━━━ DATA TO USE ━━━
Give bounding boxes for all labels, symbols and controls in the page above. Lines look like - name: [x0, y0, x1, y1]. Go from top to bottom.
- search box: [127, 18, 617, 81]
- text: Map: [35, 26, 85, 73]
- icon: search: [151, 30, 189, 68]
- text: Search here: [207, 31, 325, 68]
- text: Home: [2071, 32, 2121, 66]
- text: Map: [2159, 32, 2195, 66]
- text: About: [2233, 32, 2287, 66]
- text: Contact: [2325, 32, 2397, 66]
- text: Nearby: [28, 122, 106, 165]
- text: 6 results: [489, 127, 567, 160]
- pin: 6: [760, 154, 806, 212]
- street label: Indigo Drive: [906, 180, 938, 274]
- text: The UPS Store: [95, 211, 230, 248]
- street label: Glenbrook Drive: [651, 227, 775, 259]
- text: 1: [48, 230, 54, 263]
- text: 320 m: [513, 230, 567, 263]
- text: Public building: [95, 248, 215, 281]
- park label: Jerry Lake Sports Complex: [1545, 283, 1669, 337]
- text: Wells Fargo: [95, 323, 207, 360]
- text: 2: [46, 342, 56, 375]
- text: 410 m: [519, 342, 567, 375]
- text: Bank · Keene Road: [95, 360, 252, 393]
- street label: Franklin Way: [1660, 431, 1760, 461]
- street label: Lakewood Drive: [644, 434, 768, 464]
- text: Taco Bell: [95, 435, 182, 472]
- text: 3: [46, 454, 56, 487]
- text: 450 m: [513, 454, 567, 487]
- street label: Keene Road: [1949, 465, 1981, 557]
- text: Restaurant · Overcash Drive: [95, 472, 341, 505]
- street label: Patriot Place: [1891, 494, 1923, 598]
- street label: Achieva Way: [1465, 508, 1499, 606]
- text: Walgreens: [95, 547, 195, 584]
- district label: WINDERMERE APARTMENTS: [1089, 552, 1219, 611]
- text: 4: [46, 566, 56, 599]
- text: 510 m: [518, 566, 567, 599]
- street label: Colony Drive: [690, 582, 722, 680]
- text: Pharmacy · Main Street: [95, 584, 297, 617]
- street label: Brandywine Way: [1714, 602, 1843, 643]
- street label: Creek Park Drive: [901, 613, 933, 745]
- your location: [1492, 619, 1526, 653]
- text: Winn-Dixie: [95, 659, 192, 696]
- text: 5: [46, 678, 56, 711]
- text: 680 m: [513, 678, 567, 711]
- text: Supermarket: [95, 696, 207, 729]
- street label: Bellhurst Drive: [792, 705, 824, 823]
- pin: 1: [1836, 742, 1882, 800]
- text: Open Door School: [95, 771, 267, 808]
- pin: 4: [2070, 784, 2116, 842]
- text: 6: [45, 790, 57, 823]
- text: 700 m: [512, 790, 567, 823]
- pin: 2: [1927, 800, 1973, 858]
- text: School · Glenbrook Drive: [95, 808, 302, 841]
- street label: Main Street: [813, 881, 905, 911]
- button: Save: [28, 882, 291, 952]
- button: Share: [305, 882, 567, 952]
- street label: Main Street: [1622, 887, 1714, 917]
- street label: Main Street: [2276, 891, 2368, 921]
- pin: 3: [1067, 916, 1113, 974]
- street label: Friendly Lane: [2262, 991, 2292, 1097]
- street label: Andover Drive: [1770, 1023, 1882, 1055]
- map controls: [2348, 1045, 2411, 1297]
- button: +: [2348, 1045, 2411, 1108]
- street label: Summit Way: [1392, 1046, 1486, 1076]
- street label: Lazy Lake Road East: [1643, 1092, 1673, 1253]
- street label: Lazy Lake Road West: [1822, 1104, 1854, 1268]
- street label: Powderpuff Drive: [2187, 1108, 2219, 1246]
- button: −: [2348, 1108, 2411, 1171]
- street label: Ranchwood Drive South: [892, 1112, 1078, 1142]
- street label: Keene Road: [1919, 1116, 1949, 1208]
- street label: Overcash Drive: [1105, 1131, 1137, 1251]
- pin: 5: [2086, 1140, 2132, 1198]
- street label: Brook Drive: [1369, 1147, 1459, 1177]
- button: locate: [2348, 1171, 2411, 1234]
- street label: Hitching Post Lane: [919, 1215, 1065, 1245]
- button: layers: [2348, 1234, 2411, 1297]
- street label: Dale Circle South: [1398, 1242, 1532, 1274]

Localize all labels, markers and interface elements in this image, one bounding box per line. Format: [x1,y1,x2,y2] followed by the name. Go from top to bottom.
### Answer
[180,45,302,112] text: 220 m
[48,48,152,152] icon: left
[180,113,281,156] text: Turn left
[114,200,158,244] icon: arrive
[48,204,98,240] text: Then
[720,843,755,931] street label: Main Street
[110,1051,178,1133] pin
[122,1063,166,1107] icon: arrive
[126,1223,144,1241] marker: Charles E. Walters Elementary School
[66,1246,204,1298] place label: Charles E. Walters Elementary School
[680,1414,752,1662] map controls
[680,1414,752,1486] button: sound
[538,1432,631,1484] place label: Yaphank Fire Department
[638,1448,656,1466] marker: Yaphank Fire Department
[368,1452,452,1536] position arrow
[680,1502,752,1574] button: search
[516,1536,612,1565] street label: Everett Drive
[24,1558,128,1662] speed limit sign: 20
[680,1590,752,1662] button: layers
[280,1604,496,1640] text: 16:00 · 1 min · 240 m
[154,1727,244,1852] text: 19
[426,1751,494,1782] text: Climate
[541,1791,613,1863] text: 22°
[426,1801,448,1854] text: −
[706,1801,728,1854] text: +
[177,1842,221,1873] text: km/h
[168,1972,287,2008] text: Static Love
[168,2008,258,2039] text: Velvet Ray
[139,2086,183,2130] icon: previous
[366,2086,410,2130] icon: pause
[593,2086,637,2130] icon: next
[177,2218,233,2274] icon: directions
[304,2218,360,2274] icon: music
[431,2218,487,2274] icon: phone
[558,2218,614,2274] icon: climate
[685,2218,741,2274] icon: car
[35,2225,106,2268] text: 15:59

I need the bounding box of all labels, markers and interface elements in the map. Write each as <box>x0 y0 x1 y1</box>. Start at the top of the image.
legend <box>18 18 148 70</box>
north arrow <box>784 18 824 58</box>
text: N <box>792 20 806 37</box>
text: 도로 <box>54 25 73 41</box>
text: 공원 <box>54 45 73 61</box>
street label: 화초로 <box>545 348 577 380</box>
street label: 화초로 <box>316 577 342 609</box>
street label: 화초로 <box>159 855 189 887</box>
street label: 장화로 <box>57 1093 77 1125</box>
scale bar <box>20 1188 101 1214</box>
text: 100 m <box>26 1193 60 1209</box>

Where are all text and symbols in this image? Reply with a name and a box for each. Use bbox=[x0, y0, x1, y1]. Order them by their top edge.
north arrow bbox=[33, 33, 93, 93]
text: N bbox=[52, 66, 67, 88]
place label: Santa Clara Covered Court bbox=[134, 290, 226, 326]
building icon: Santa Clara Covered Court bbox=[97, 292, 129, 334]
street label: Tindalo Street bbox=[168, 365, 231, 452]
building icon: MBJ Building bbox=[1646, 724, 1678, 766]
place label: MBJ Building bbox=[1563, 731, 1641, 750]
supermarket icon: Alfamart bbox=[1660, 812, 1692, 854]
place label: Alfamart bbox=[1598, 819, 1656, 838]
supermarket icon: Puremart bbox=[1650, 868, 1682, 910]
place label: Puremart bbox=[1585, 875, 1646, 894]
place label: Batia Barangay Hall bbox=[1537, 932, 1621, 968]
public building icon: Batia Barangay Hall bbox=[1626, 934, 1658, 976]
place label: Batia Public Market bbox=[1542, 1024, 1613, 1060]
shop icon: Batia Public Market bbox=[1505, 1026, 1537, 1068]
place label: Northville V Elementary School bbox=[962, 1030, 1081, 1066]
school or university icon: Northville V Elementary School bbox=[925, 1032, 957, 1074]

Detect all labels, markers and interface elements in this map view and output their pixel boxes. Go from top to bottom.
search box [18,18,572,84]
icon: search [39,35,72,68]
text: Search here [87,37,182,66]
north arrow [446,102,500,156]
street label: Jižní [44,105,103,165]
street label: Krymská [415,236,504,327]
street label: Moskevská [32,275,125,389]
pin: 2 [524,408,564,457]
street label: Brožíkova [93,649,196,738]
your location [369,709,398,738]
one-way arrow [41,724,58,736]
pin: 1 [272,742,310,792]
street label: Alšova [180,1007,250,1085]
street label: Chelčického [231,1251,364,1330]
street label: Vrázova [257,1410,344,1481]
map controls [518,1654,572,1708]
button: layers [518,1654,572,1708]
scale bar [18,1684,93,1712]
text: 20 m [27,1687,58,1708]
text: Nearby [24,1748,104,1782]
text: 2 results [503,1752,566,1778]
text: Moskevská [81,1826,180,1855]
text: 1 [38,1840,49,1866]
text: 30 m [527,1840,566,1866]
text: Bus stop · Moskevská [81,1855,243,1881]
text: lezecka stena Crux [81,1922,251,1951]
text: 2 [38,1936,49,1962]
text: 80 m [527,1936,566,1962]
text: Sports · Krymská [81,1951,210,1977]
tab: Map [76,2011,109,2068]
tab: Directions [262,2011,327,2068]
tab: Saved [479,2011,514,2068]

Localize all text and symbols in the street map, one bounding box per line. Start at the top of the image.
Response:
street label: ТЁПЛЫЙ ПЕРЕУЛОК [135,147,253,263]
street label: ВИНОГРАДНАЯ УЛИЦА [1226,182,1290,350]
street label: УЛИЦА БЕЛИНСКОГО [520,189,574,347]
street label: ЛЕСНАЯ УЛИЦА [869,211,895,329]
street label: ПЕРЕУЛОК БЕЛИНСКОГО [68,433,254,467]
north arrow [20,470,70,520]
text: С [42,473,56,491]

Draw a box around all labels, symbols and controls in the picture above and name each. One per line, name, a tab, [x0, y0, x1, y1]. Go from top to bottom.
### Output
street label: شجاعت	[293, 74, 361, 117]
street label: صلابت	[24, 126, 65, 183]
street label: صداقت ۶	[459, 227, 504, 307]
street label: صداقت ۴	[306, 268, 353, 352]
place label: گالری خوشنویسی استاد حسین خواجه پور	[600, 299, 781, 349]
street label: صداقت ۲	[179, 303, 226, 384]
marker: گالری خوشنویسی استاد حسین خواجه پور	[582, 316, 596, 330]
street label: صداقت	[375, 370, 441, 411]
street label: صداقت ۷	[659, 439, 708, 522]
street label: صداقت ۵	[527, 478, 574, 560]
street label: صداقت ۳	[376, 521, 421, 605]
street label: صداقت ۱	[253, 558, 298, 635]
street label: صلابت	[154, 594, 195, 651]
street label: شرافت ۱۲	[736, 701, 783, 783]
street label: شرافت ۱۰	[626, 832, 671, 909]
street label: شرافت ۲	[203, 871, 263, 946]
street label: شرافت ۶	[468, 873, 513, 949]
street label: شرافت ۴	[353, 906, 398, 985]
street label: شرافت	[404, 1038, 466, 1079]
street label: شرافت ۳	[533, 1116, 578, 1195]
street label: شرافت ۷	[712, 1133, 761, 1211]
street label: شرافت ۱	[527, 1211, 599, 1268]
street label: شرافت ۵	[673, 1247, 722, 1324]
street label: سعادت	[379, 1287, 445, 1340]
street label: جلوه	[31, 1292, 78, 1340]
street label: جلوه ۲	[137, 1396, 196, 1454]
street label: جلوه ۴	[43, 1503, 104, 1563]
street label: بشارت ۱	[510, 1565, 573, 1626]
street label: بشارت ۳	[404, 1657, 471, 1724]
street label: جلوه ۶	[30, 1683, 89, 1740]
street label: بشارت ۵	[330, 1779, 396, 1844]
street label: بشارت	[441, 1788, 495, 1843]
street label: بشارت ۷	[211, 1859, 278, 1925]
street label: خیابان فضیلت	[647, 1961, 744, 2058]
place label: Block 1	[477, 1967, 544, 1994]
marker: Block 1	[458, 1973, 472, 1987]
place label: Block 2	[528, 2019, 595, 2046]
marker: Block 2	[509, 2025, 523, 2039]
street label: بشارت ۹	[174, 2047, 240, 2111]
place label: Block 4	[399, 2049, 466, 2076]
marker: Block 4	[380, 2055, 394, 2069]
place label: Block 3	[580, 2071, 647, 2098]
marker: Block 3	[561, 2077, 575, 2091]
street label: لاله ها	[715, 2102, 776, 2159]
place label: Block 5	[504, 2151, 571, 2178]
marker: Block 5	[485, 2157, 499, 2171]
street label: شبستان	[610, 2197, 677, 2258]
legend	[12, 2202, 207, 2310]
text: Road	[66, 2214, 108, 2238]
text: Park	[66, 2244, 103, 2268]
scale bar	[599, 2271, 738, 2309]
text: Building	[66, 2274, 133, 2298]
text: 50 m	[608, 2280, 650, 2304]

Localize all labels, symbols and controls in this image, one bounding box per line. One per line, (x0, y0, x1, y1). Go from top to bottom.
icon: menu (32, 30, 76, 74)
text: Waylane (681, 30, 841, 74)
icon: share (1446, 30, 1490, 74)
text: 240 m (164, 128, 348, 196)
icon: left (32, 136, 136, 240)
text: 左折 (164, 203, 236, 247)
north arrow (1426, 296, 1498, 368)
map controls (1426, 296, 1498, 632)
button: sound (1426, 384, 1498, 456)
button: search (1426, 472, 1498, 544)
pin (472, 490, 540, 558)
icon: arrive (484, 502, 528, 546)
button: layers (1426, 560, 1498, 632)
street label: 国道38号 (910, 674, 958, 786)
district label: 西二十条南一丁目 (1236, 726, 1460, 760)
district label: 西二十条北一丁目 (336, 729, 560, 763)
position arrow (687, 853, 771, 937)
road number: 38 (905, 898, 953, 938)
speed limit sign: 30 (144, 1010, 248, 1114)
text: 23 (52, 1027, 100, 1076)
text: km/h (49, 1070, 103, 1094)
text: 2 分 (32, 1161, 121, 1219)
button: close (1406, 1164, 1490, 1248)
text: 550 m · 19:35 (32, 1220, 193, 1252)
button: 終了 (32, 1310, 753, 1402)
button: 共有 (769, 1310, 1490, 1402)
━━━
▸ EXERCISE DETAILS: The answer should be exactly the lines from the one that contains "Localize all labels, symbols" through the end of the entries, both ends included, and nothing besides.

▸ WRITTEN SOLUTION:
Localize all labels, symbols and controls in this image, one bounding box per line. One per line, (x0, y0, x1, y1). Go from top to bottom.
icon: menu (32, 30, 76, 74)
text: Waylane (681, 30, 841, 74)
icon: share (1446, 30, 1490, 74)
text: 240 m (164, 128, 348, 196)
icon: left (32, 136, 136, 240)
text: 左折 (164, 203, 236, 247)
north arrow (1426, 296, 1498, 368)
map controls (1426, 296, 1498, 632)
button: sound (1426, 384, 1498, 456)
button: search (1426, 472, 1498, 544)
pin (472, 490, 540, 558)
icon: arrive (484, 502, 528, 546)
button: layers (1426, 560, 1498, 632)
street label: 国道38号 (910, 674, 958, 786)
district label: 西二十条南一丁目 (1236, 726, 1460, 760)
district label: 西二十条北一丁目 (336, 729, 560, 763)
position arrow (687, 853, 771, 937)
road number: 38 (905, 898, 953, 938)
speed limit sign: 30 (144, 1010, 248, 1114)
text: 23 (52, 1027, 100, 1076)
text: km/h (49, 1070, 103, 1094)
text: 2 分 (32, 1161, 121, 1219)
button: close (1406, 1164, 1490, 1248)
text: 550 m · 19:35 (32, 1220, 193, 1252)
button: 終了 (32, 1310, 753, 1402)
button: 共有 (769, 1310, 1490, 1402)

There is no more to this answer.